Up to 100 might get poisoned with a bath lotion containing methanol in Siberian Irkutsk, Investigative Committee spokesperson Svetlana Petrenko told Tass on Tuesday.

"According to investigation, 95 reports have come to law enforcement agencies of Irkutsk between December 16 and 20, about citizens poisoned with methanol and about dead bodies found," she said. "All poisoning incidents came as a result of consumption of alcohol-containing cosmetic product for taking baths called Boyaryshnik, in which methanol was found," she said.

As of the present moment, 55 people have died of poisoning and 40 are in hospitals.

Nine people selling bath lotion Boyaryshnik have been detained.
 
Putin pines for (a version of) the old days ...
The USSR can’t be restored, although its disintegration was a disaster, Kremlin spokesman Dmitry Peskov said in an interview with the Mir TV Channel on Wednesday.

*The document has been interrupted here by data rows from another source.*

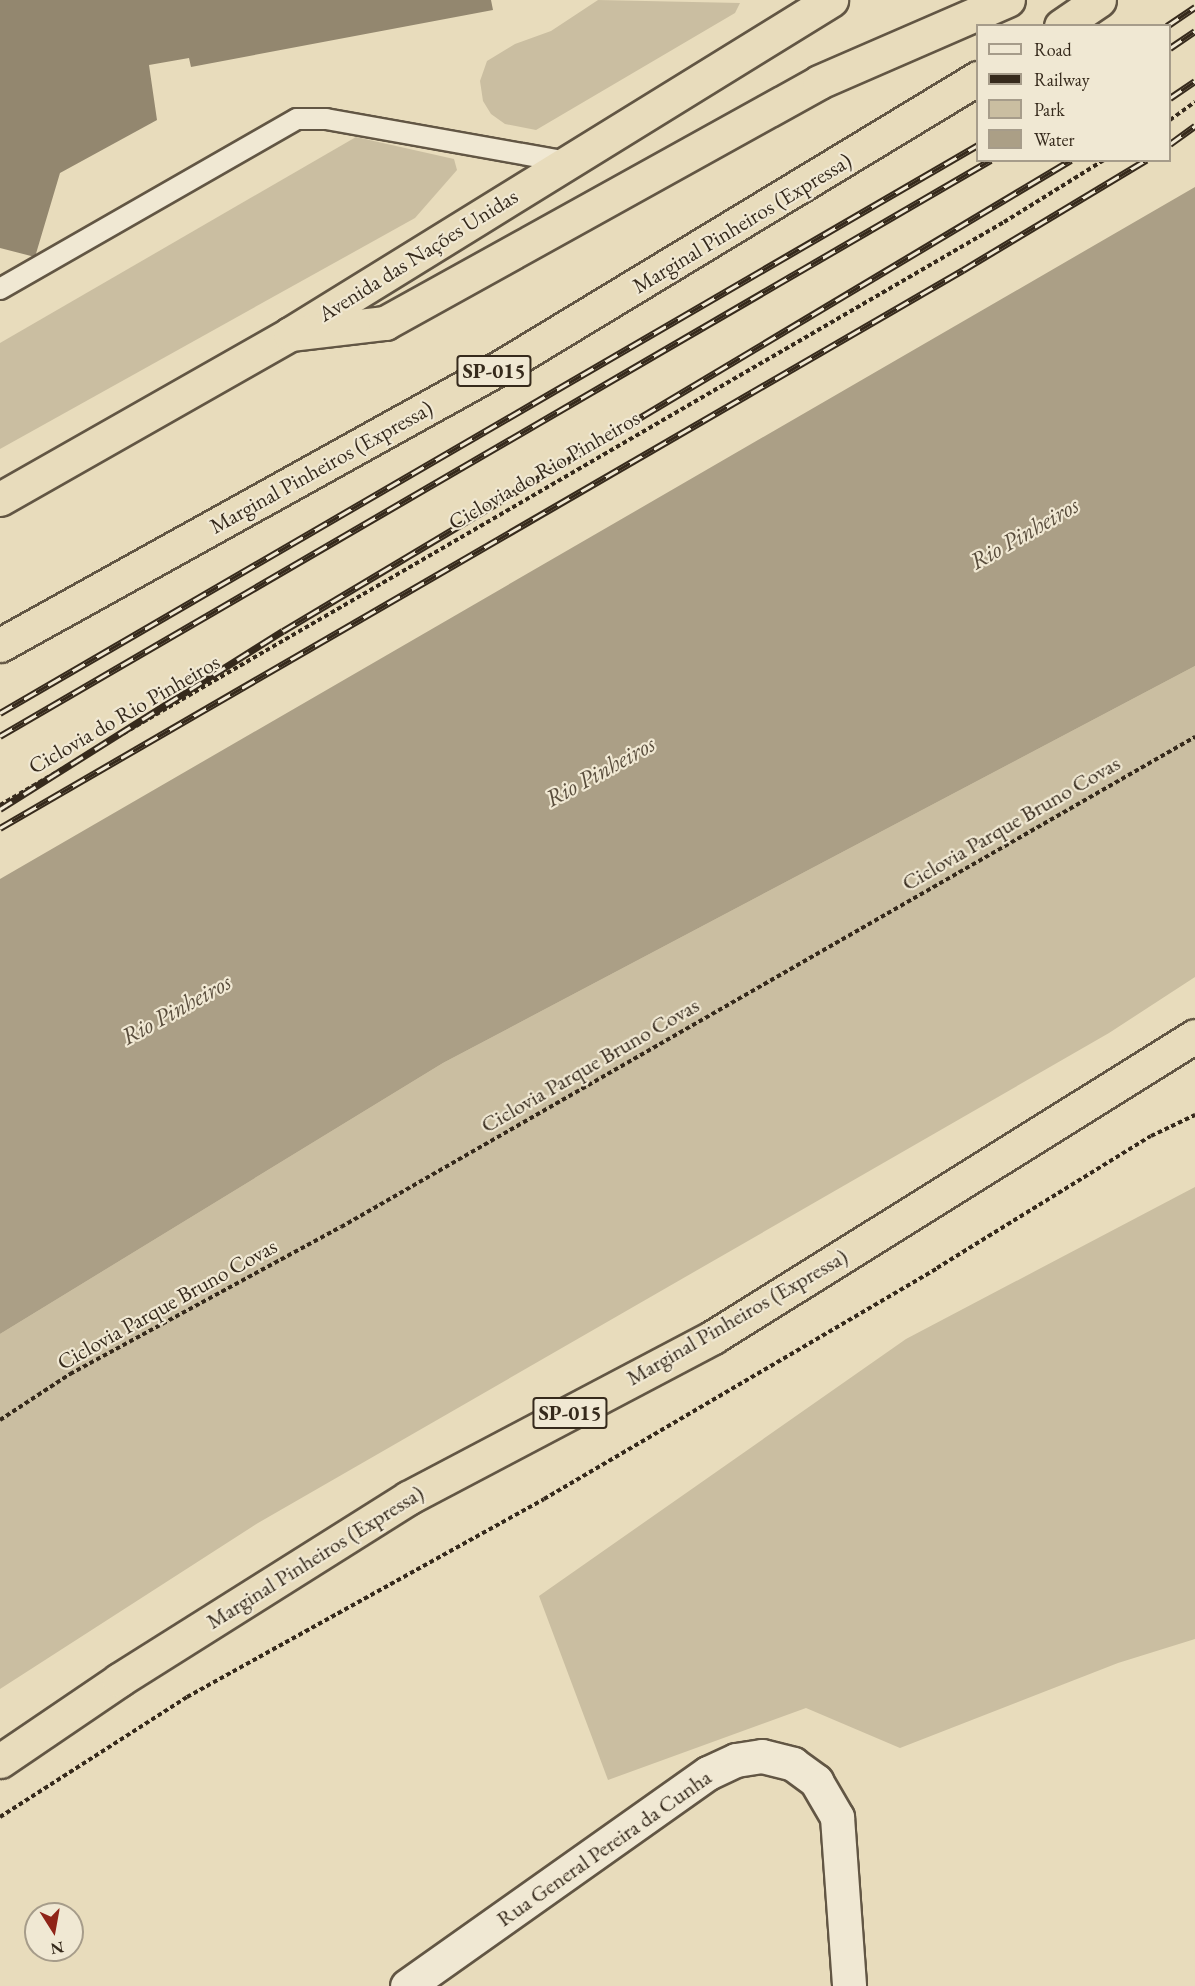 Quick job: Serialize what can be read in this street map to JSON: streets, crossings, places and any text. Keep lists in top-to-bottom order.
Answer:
{
  "streets": {
    "highway": ["Marginal Pinheiros (Expressa)", "Avenida das Nações Unidas", "SP-015"],
    "street": ["Rua General Pereira da Cunha"],
    "path": ["Ciclovia do Rio Pinheiros", "Ciclovia Parque Bruno Covas"]
  },
  "water": ["Rio Pinheiros"],
  "legend": [
    "Road",
    "Railway",
    "Park",
    "Water"
  ],
  "north": "bottom"
}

However, the logic of today’s events suggests that a need exists for new integration in the post-Soviet space, Peskov said.

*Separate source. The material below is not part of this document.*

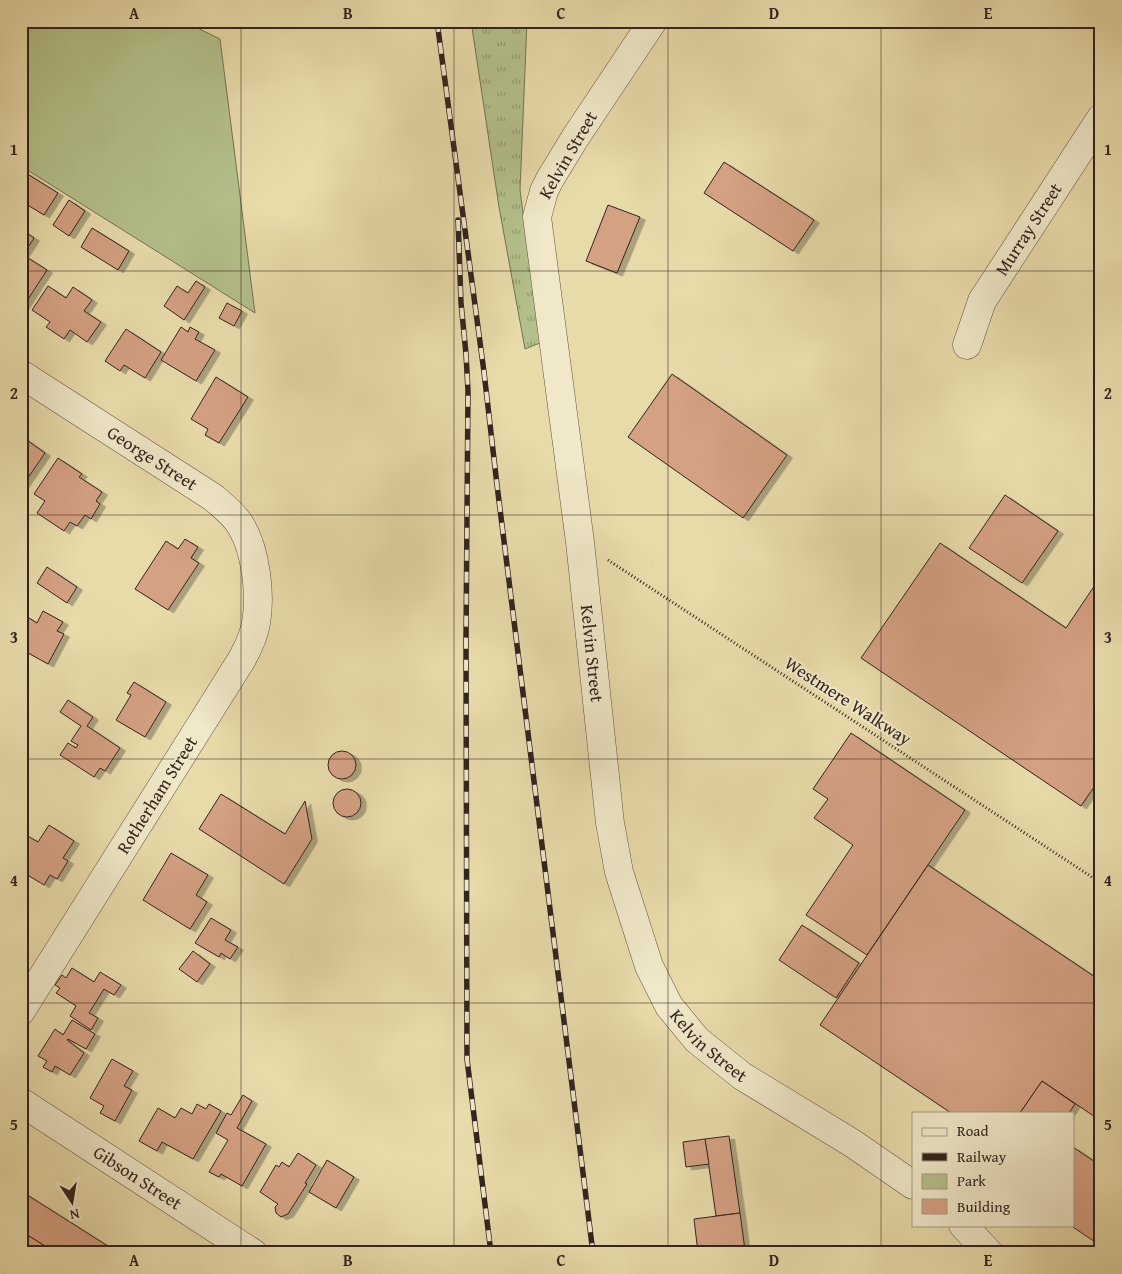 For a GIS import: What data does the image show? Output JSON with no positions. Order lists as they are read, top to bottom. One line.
{"streets":{"street":["Kelvin Street","Murray Street","George Street","Rotherham Street","Gibson Street"],"path":["Westmere Walkway"]},"crossings":[["Kelvin Street","Westmere Walkway"],["George Street","Rotherham Street"]],"legend":["Road","Railway","Park","Building"],"north":"bottom","grid":{"columns":["A","B","C","D","E"],"rows":["1","2","3","4","5"]}} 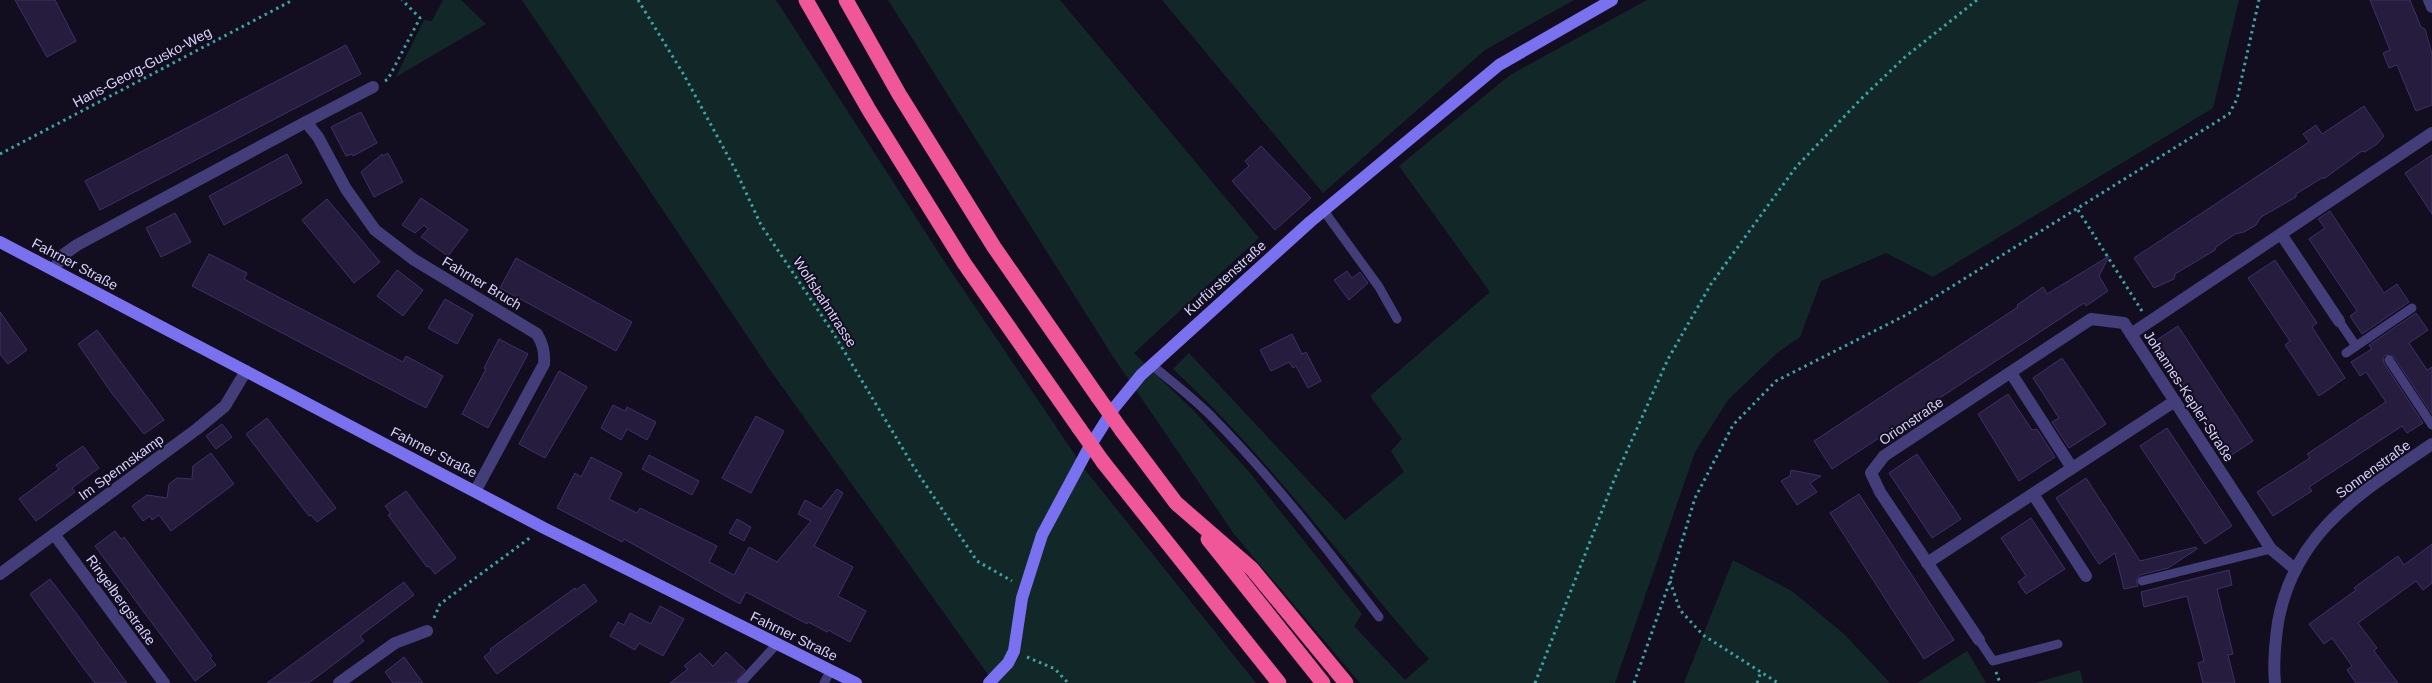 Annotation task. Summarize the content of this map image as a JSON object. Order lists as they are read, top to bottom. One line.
{"streets":{"street":["Fahrner Straße","Kurfürstenstraße","Fahrner Bruch","Johannes-Kepler-Straße","Orionstraße","Im Spennskamp","Sonnenstraße","Ringelbergstraße"],"path":["Hans-Georg-Gusko-Weg","Wolfsbahntrasse"]},"crossings":[["Fahrner Straße","Fahrner Bruch"],["Fahrner Straße","Im Spennskamp"],["Kurfürstenstraße","Wolfsbahntrasse"],["Johannes-Kepler-Straße","Orionstraße"],["Johannes-Kepler-Straße","Sonnenstraße"],["Im Spennskamp","Ringelbergstraße"]]}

"[Russian President Vladimir] Putin still believes that this [the disintegration of the Soviet Union] was a disaster for those peoples who lived under the roof of one union state," the Kremlin spokesman said.

"This was a disaster that pushed us far back in our development. All the countries that are now independent were actually pushed decades back after the ruin of the Soviet Union," the Kremlin spokesman said.

"But you see for yourselves that it is impossible, of course, to talk about any reverse processes. This is impossible," the spokesman said.

"But the logic dictates the need of new integration in the space of the former Soviet Union," he added ...
 
AND he's all about pluralism and a range of political views and opinions, including those opposing his own, too!
Vladimir Putin is a liberal by nature who is no stranger to the concepts ‘development’ and ‘freedom’, and he is not a promulgator of a strong state, Kremlin press secretary Dmitry Peskov said in an interview with Mir TV channel.

"You know that (Putin’s) foes - and the ones located abroad, in the first place, but some foes inside this country, too - believe that Putin much rather is a conservative and an advocate of a strong state, and the word ‘freedom’ is alien to him," Peskov said. "But Putin is an attested liberal by nature. He is much more liberal than the self-styled ‘liberals’ who claim they are opposition."

Peskov finds Putin to be an absolutely liberally-minded person in what concerns his stance on the economy, social policies and other spheres. That is why the notion of ‘liberty’ is so close to the President ...
 
Very interesting geopolitical read by Niall Ferguson:

The Russian Question
http://foreignpolicy.com/2016/12/23/the-russian-question-putin-trump-bush-obama-kissinger/

Prof. Ferguson:
http://www.niallferguson.com/

Mark
Ottawa
 
I found the latest little nuclear exchange interesting.

Putin: (Reiterating Russian Policy to go nuclear early) We are stronger than any potential aggressor.  We will continue to upgrade nuclear weapons.
Trump: You say you want an arms race.
Putin: Oh.  I wasn't meaning you.  Your the most powerful nation on the planet.

Quite as set of policy clarifications in a very short time.  Transparent diplomacy?